Content starts
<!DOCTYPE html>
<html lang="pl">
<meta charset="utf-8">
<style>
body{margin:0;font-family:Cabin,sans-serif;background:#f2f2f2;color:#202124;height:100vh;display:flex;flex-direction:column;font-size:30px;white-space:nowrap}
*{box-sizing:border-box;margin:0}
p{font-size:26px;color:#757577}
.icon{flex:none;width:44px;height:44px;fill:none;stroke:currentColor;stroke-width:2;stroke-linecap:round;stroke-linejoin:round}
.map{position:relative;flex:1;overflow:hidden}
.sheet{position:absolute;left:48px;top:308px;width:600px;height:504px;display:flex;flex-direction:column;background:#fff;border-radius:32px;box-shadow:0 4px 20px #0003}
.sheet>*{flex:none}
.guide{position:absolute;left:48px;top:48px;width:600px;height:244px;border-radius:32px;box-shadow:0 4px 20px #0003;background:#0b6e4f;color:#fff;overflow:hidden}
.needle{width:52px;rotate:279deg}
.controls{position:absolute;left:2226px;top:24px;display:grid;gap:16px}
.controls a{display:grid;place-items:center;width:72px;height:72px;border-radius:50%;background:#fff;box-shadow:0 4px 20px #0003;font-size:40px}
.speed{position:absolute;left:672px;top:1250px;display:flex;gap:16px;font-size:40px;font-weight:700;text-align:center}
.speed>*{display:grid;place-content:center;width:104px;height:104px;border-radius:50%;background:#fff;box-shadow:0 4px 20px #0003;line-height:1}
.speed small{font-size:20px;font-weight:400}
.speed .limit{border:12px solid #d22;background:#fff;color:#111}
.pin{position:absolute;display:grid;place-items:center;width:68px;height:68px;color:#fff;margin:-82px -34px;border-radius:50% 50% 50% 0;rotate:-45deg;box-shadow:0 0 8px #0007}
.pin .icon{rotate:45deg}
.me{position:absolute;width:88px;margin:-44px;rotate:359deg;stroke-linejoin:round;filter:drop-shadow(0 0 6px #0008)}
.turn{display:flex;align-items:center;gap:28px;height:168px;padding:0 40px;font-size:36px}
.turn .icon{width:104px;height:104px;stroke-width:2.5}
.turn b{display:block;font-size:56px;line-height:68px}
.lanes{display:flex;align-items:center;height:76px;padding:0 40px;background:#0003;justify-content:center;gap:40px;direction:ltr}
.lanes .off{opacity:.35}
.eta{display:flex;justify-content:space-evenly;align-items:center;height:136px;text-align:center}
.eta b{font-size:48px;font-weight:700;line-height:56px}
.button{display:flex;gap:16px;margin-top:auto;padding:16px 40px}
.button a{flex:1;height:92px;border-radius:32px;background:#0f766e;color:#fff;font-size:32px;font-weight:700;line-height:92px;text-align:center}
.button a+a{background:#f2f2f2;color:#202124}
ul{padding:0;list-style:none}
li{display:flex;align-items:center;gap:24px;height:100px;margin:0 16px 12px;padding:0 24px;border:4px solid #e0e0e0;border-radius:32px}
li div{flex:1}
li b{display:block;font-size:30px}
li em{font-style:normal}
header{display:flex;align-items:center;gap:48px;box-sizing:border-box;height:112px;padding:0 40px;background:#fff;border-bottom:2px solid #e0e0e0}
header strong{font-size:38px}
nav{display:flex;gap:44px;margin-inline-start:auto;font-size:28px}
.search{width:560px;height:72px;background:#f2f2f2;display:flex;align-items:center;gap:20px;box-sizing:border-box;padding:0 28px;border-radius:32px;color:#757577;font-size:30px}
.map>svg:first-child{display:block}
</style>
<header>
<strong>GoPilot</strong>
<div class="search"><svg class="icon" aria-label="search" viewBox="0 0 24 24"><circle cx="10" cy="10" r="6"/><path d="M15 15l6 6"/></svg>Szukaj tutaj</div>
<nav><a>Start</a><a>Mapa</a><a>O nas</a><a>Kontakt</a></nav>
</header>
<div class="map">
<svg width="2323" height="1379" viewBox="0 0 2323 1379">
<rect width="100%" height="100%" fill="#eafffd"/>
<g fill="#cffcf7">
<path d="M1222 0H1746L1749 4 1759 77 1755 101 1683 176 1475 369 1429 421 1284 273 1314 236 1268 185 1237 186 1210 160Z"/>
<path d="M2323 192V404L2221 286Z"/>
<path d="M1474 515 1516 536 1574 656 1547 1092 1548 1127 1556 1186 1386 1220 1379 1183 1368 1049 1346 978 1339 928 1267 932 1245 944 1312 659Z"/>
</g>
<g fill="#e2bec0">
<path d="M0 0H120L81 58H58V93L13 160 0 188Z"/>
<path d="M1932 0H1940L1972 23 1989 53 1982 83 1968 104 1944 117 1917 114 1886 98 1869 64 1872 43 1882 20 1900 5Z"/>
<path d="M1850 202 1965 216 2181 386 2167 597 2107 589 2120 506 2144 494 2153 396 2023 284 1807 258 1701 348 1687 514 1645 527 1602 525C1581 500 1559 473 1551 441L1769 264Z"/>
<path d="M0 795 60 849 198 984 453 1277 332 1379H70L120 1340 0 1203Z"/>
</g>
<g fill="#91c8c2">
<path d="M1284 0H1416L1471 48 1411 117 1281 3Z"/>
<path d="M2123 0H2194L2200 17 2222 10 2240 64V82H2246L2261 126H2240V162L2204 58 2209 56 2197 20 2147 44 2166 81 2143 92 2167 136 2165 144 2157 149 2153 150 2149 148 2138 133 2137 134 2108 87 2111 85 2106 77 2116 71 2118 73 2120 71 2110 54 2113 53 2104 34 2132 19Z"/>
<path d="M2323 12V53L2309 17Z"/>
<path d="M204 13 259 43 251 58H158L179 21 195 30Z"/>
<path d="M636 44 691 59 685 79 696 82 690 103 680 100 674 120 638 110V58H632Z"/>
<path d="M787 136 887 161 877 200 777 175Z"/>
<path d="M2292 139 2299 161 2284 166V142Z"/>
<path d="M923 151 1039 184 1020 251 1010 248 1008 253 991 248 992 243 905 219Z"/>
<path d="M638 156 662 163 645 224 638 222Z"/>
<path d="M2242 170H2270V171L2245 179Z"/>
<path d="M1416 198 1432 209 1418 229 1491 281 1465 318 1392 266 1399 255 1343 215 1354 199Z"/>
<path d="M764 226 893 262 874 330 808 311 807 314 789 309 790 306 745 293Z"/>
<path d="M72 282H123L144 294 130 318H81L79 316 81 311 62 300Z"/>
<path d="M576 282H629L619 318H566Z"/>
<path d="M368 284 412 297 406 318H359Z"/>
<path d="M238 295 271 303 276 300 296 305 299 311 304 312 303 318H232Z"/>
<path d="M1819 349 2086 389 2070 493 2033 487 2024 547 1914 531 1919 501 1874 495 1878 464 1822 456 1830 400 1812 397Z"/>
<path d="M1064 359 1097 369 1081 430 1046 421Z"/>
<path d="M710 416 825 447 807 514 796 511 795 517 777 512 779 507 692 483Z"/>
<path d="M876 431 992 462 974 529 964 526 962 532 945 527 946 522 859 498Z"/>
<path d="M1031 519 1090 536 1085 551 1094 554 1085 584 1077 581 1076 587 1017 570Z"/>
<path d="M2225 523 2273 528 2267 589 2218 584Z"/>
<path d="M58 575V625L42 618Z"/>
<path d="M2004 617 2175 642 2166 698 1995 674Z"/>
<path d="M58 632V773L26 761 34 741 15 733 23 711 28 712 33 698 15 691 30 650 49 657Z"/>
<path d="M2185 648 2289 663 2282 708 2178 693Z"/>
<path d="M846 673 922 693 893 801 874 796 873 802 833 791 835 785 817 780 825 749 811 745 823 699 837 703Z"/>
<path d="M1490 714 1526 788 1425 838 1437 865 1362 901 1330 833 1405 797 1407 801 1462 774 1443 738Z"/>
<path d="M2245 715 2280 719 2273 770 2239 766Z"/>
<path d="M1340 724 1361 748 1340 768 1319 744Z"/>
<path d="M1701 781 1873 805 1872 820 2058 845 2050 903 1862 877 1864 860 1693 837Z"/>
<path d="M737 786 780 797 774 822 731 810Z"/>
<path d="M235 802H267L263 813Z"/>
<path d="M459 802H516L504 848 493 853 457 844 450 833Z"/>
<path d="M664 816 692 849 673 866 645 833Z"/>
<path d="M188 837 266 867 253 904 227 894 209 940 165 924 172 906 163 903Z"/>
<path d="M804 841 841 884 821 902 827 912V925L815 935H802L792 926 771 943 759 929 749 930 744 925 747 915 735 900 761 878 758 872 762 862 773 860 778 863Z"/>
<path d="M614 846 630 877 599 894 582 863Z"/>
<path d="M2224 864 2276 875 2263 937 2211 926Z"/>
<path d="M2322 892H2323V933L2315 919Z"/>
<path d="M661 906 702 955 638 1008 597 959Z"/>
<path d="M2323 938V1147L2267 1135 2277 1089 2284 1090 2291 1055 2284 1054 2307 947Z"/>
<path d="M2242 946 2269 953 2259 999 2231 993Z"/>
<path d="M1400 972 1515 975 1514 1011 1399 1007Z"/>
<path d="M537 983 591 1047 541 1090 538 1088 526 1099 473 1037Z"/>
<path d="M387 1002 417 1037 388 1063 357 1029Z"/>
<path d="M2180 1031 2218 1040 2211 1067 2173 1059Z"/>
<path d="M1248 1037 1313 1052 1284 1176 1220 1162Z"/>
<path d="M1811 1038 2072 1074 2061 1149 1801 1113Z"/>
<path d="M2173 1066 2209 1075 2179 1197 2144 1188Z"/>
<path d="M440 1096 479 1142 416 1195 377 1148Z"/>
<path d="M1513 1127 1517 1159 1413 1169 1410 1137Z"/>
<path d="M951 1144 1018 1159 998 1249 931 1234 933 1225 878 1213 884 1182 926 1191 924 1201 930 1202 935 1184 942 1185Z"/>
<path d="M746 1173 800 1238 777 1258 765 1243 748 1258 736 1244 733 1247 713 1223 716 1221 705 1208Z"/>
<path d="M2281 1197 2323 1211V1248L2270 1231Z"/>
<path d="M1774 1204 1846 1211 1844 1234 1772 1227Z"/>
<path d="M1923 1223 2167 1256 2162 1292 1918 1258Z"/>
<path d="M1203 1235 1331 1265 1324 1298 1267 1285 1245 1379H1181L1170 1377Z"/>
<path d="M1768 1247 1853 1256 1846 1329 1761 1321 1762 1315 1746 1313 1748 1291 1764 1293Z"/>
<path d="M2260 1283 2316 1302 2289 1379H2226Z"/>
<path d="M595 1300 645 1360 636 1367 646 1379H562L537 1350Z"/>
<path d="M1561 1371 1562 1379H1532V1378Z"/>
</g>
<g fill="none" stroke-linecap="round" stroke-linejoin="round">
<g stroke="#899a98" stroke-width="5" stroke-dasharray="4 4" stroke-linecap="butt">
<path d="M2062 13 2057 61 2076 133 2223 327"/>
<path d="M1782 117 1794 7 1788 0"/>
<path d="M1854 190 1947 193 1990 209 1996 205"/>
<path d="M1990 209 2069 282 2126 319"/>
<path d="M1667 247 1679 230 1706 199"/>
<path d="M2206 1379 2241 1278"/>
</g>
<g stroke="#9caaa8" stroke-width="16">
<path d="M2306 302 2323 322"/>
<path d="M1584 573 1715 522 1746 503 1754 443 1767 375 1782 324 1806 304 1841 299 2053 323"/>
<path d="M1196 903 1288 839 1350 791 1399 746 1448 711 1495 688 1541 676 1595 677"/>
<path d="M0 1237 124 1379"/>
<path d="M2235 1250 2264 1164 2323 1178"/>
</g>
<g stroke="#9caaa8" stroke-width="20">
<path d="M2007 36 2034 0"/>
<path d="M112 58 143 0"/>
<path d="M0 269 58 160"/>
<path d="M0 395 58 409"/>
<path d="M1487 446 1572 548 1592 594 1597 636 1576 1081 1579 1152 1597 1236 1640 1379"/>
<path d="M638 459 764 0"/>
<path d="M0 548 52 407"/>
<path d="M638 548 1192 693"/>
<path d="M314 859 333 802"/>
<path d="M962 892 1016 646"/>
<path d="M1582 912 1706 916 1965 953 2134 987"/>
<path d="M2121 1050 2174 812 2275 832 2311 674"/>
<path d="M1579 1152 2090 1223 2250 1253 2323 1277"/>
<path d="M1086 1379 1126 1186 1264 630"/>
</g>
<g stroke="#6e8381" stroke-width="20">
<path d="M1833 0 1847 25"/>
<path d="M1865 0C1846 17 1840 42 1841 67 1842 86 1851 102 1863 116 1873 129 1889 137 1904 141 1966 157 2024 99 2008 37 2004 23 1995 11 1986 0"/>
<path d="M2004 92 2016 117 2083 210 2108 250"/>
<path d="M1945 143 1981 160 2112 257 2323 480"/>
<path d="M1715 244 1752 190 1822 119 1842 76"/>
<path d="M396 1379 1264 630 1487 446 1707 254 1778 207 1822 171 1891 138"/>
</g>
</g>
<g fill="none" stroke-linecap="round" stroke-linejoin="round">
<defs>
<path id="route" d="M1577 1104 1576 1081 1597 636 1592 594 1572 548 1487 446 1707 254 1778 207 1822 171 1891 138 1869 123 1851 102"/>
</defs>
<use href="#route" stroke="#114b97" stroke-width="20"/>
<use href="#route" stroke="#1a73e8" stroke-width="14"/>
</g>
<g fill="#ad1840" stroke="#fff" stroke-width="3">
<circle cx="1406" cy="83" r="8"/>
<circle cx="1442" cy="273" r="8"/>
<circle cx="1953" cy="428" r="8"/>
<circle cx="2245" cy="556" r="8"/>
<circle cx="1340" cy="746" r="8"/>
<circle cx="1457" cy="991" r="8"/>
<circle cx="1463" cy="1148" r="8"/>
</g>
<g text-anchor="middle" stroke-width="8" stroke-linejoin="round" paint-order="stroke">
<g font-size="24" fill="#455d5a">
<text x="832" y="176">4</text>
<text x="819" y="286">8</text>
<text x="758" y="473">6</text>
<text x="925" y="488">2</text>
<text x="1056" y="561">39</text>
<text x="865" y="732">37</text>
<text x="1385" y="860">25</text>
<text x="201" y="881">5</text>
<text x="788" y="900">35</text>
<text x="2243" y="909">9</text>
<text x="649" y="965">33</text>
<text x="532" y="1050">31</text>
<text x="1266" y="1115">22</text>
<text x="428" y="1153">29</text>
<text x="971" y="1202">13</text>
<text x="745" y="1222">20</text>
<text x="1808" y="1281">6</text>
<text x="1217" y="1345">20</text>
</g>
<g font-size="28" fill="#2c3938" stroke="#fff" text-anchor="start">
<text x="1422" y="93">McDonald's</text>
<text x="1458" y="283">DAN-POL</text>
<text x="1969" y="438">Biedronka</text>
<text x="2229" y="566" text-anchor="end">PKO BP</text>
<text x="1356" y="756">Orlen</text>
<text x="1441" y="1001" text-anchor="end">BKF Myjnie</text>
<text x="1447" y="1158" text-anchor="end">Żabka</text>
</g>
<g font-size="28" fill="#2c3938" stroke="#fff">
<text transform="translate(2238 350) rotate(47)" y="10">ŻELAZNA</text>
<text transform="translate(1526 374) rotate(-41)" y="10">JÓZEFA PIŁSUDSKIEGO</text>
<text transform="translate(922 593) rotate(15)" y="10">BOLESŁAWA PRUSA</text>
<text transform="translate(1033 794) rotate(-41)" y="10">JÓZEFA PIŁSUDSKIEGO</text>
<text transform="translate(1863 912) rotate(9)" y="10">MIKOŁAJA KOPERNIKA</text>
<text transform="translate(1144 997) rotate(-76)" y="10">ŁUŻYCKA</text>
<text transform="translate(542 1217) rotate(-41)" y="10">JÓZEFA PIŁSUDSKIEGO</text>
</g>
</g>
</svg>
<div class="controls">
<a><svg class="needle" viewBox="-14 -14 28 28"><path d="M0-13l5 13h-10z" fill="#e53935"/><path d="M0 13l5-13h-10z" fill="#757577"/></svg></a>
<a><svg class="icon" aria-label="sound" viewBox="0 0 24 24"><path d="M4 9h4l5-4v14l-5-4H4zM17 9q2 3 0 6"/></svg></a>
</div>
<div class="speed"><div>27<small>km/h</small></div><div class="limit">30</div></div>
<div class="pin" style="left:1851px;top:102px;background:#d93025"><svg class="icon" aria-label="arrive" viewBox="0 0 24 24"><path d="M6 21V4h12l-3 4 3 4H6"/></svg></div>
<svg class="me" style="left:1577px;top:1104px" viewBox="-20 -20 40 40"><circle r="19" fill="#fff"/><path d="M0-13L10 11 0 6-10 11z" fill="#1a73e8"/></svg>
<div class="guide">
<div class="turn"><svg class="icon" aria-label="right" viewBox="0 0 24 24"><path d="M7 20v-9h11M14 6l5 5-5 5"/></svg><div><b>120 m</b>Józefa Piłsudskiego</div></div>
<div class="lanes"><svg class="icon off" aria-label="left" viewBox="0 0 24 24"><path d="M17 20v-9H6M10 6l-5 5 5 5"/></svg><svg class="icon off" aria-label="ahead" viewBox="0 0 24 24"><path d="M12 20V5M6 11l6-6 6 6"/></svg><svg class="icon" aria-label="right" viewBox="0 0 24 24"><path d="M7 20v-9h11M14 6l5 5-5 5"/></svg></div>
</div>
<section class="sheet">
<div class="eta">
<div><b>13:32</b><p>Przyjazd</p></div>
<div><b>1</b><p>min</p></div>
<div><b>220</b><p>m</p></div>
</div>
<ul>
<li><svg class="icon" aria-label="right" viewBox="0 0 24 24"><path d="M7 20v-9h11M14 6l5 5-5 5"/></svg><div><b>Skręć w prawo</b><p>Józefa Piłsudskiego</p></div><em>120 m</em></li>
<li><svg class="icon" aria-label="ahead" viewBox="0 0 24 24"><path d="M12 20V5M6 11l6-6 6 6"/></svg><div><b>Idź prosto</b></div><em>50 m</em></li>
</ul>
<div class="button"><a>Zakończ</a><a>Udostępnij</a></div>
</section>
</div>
Content ends
(Required action): Restate word for word the lines of the data above, starting at the line containing "-34px;border-radius:50% 50% 50%" and ending at the line containing "<strong>GoPilot</strong>", both included, and nothing more.

(Response below):
.pin{position:absolute;display:grid;place-items:center;width:68px;height:68px;color:#fff;margin:-82px -34px;border-radius:50% 50% 50% 0;rotate:-45deg;box-shadow:0 0 8px #0007}
.pin .icon{rotate:45deg}
.me{position:absolute;width:88px;margin:-44px;rotate:359deg;stroke-linejoin:round;filter:drop-shadow(0 0 6px #0008)}
.turn{display:flex;align-items:center;gap:28px;height:168px;padding:0 40px;font-size:36px}
.turn .icon{width:104px;height:104px;stroke-width:2.5}
.turn b{display:block;font-size:56px;line-height:68px}
.lanes{display:flex;align-items:center;height:76px;padding:0 40px;background:#0003;justify-content:center;gap:40px;direction:ltr}
.lanes .off{opacity:.35}
.eta{display:flex;justify-content:space-evenly;align-items:center;height:136px;text-align:center}
.eta b{font-size:48px;font-weight:700;line-height:56px}
.button{display:flex;gap:16px;margin-top:auto;padding:16px 40px}
.button a{flex:1;height:92px;border-radius:32px;background:#0f766e;color:#fff;font-size:32px;font-weight:700;line-height:92px;text-align:center}
.button a+a{background:#f2f2f2;color:#202124}
ul{padding:0;list-style:none}
li{display:flex;align-items:center;gap:24px;height:100px;margin:0 16px 12px;padding:0 24px;border:4px solid #e0e0e0;border-radius:32px}
li div{flex:1}
li b{display:block;font-size:30px}
li em{font-style:normal}
header{display:flex;align-items:center;gap:48px;box-sizing:border-box;height:112px;padding:0 40px;background:#fff;border-bottom:2px solid #e0e0e0}
header strong{font-size:38px}
nav{display:flex;gap:44px;margin-inline-start:auto;font-size:28px}
.search{width:560px;height:72px;background:#f2f2f2;display:flex;align-items:center;gap:20px;box-sizing:border-box;padding:0 28px;border-radius:32px;color:#757577;font-size:30px}
.map>svg:first-child{display:block}
</style>
<header>
<strong>GoPilot</strong>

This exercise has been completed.